Come Holy Spirit. Save our children from the clutches of the evil one. Remove their hearts of stone and replace them with hearts of flesh. Bring them home. I pray this in the name of Jesus Christ. Amen

(Sue-Z Homemaker)
I think this experience gives us more than a heart of flesh, it gives us a piece of the heart of God—a unique opportunity to see through his eyes, how he sees his children, and how long suffering he is— and how foolish and rebellious we are!

May the Holy Spirit soften our children’s hearts and remove the scales from their eyes so that they may see, taste, and know that God is real and loves them dearly. And may they long to know that love above all else!

Kris Newcomer, Marie Descartes #transphobia #homophobia #biphobia #conspiracy open.substack.com

(Kris Newcomer)
From an outside perspective— of course your son wanted to be a girl to attach himself to you. He had no male FATHER to which to create a healthy attachment to.

That’s another area where ideaology meets reality— it’s one thing to have a gay or lesbian sexuality in theory, or even for oneself, but how does that affect children who deserve both a mother and a father?

I say this not to call judgement on the author of this article or anyone else who identifies as gay/lesbian. But our society has accepted these forms of “marriage” without thinking about the unintended consequences of kids having two dads and no mom or two moms and no dad. Don’t children have a right to both a mother and a father? […] we do need the biological reality of male and female for children to develop healthfully.

(Discrete Music)
Education <— get one

Children of two same-sex parents come out every bit as well-adjusted, and no more likely to be gay, than those wqith opposite-sex parents.

Single parenting is vastly more harmful. All studies show this.

(Marie Descartes)
[…] A generation of LGB raising children has evolved into the natural anthropological outcome that one would expect. Could it be that LGB feelings are as much a confused state as TQ is? […] We have tried reinventing the wheel of society as push back against tradition, religion, mores… and it hasn’t ended well.

(Kris Newcomer)
I agree.
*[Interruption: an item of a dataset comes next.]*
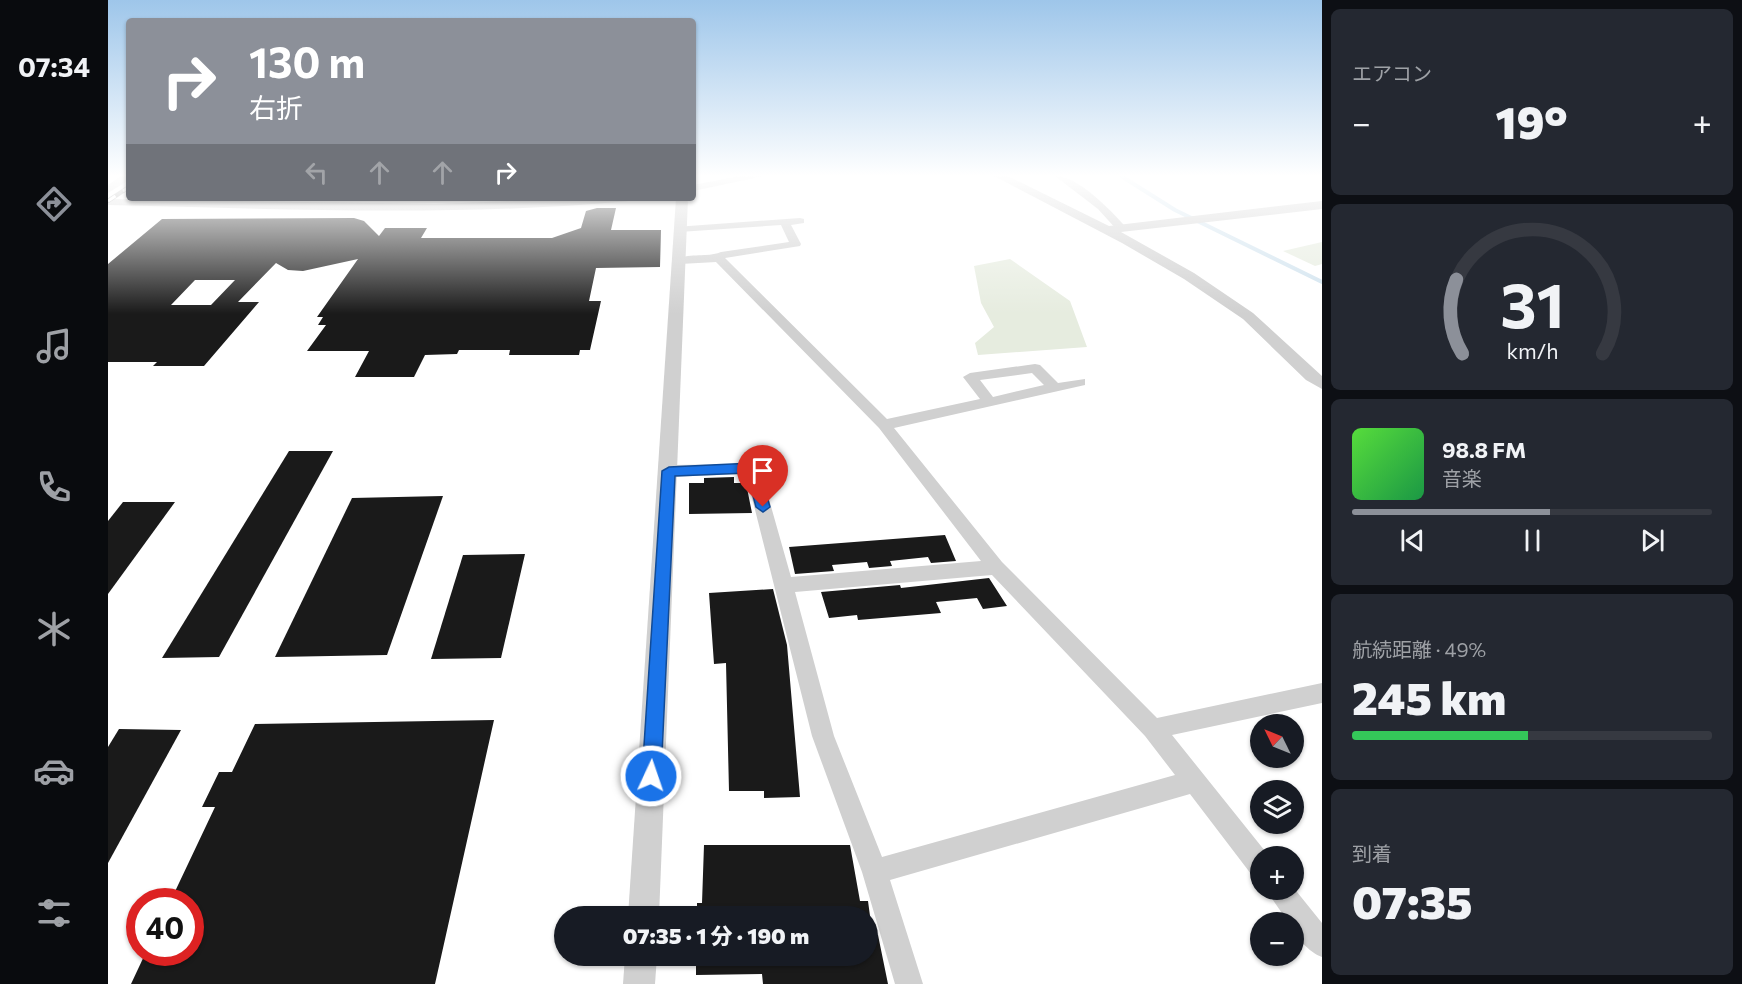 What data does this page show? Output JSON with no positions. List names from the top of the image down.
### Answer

I personally don’t understand the LGB desire to recreate marriage and a family— the whole idea of L and G (at least) is a pushback against the natural order of procreation. […] L and G lifestyle is explicitly against the natural order of procreation, so it doesn’t get to turn around and artificially procreate to opt into a family structure that its desires by their very nature rebuke. I realize this is an unpopular opinion, but there you are. I agree with you that I think LGB might be as confused as TQ.